But this was contrary to the commisisoner’s own understanding
of Mbatha’s
case. During the arbitration the commissioner
commented that Mbatha’s case was that being a branch commander
gave him a competitive
edge. It is therefore incomprehensible how
when writing the award the commissioner could misrepresent Mbatha’s
case that
he had argued that being a branch commander was a
requirement of the post.
[37]
Then the commissioners goes on to state
that “a dispute regarding the courses and the requirements that
are necessary for
the position do not amount to an unfair labour
practice”. Whatever is meant by that statement, the dispute
that Mbatha referred
to the SSBC was not about courses and
requirements for the position.
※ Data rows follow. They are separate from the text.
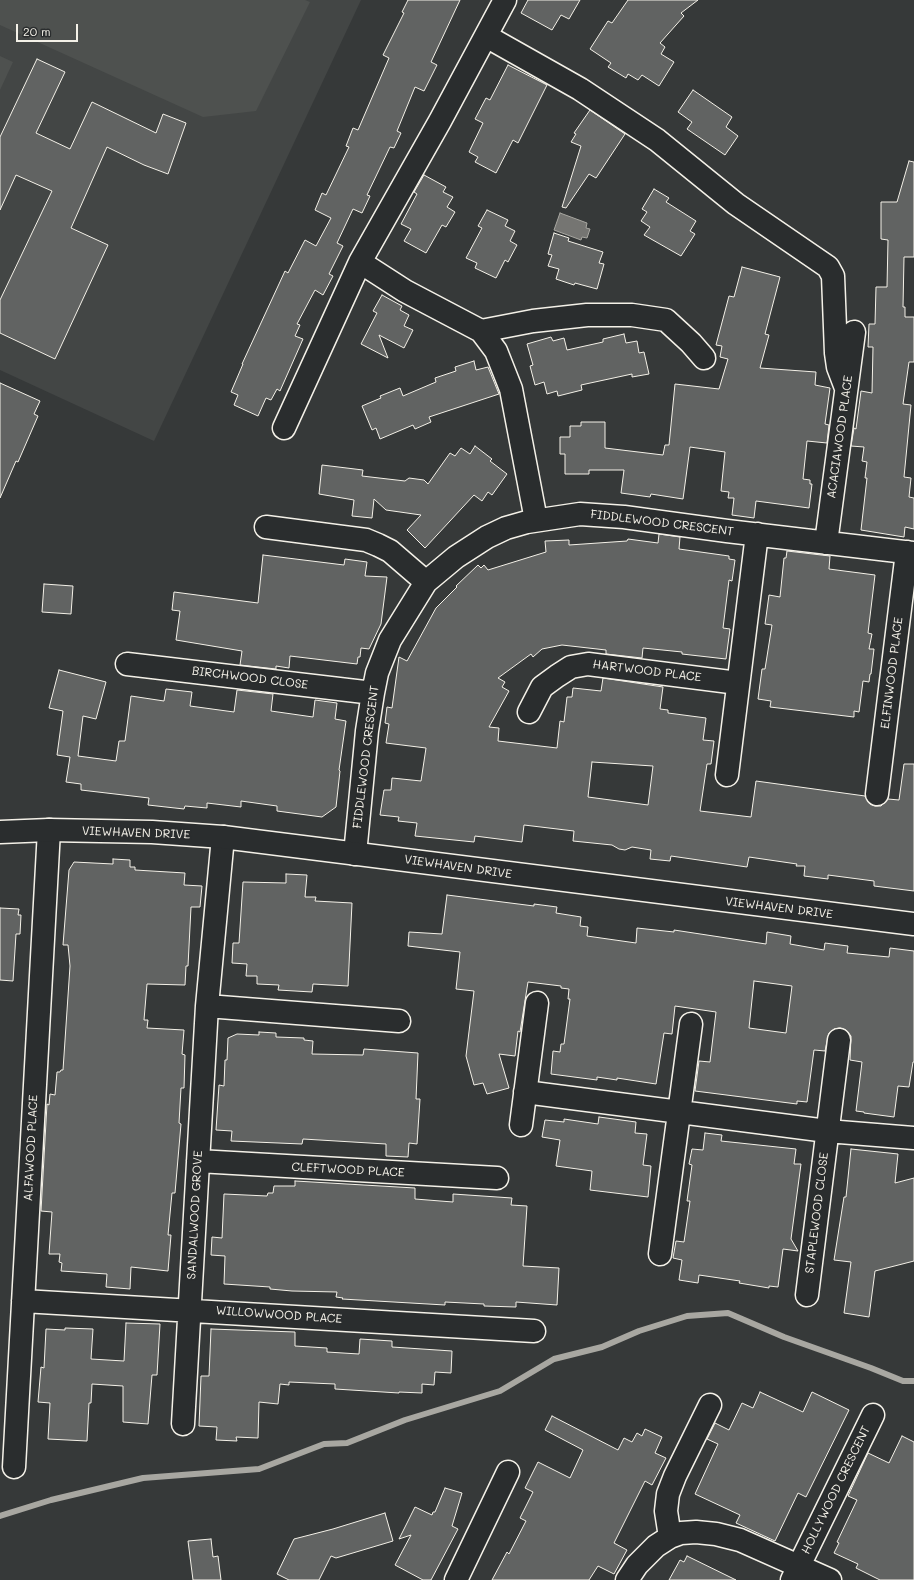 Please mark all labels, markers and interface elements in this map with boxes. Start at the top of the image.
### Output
scale bar [18,16,80,42]
text: 20 m [23,23,51,39]
street label: ACACIAWOOD PLACE [824,375,856,499]
street label: FIDDLEWOOD CRESCENT [590,507,734,539]
street label: ELFINWOOD PLACE [878,616,906,730]
street label: HARTWOOD PLACE [592,657,702,685]
street label: BIRCHWOOD CLOSE [191,664,309,692]
street label: FIDDLEWOOD CRESCENT [350,685,382,829]
street label: VIEWHAVEN DRIVE [82,824,190,842]
street label: VIEWHAVEN DRIVE [403,852,513,882]
street label: VIEWHAVEN DRIVE [724,894,834,922]
street label: ALFAWOOD PLACE [21,1094,41,1202]
street label: SANDALWOOD GROVE [184,1150,206,1280]
street label: STAPLEWOOD CLOSE [802,1152,832,1274]
street label: CLEFTWOOD PLACE [291,1160,405,1180]
street label: WILLOWWOOD PLACE [215,1303,343,1327]
street label: HOLLYWOOD CRESCENT [799,1423,873,1557]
However the requirements for the post
remained a relevant
factor in determining whether the employer had
acted fairly by preferring a candidate who on the face of it failed
to meet those
requirements. The commissioner ought to have
engaged in that inquiry and his failure to do so, coupled with what
is discussed
below, in my view renders the award reviewable.
[38]
On the question of SAPS reasons for failing
to shortlist Mbatha, the commissioner found that Mbatha’s
application for the
Dobsonville post was considered because there was
documentary proof to that effect and also because Ramatsoele
testified to that
effect.
[39]
But
that finding is not supported by evidence. There was no documentary
proof that Mbatha’s application for the Dobsonville
post had
been considered. The application that was placed before the
commissioner was in respect of the Sebokeng post.
[11]
[40]
Ramatsoele speculated that Mbatha’s
Dobsonville application was not available
possibly
due to an administrative error. He did not elaborate on the possible
administrative error, understandably so because he was not
responsible for keeping these documents. He also stated that SAPS is
a large organisation and that documents get lost. The question
that
the commisisoner ought to have asked is why SAPS did not call the
person who was the custodian of the documents to testify
about what
could have happened to Mbatha’s application which could not be
located.
[41]
In those circumstances the commissioner’s
decision to accept Ramatsoele’s evidence that Mbatha’s
application was
considered, in the absence of proof to that effect,
is a finding that no reasonable decision maker could have arrived at.
Any
reasonable commissioner, faced with those facts, would have
arrived at the conclusion that there was no evidence that Mbatha’s
application for the Dobsonville position had been considered.
[42]
Ramatsoele testified that reasons for not
short listing a candidate had to be recorded and annexed to an
application. In fact this
is required in terms of the National
Instruction No 2/2008. Ramatsolete further testified that the reason
for this was that often
unsuccessful candidates challenge such
decisions and that SAPS relies on what is recorded in the application
forms to defend its
decision not to shortlist a candidate.
[43]
In this case Mbatha’s screening and
application form (where the reasons would have been recorded) was not
placed before the
commissioner. Accordingly it could not be
established with reference to documentation why Mbatha had not been
shortlisted. Without
the application form, Ramatsoele could not
recall why Mbatha was not shortlisted. He stated that they had
considered between 200
and 300 applications and that without Mbatha’s
application before him, he could not recall the reasons why he was
not shortlisted.
He testified that normally candidates are not
shortlisted when there are more suitable candidates available than
them.
[44]
Therefore on the facts, Ramatsoele could
not shed light on the actual reasons why Mbatha was not shortlisted.
On that evidence,
a reasonable commissioner would have found that
SAPS failed to prove that Mbatha’s application had been
considered.
[45]
The
commissioner stated that the failure by SAPS to disclose reasons for
not shortlisting Mbatha was not sufficiently serious enough
to
nullify the appointment of Nkosi. But SAPS failure to furnish the
reasons for not shortlisting Mbatha ought to have been given
much
more weight than that. Without reasons, it was simply impossible to
determine whether there were valid reasons for the decision
not to
shortlist Mbatha.
[12]
Of
course the absence of reasons did not have the effect of
automatically nullifying Nkosi’s appointment, but without
reasons,
it could not be said that SAPS had a rational basis for its
decision not to shortlist Mbatha. It is precisely for this reason
that
Mbatha was constrained in challenging substantive fairness.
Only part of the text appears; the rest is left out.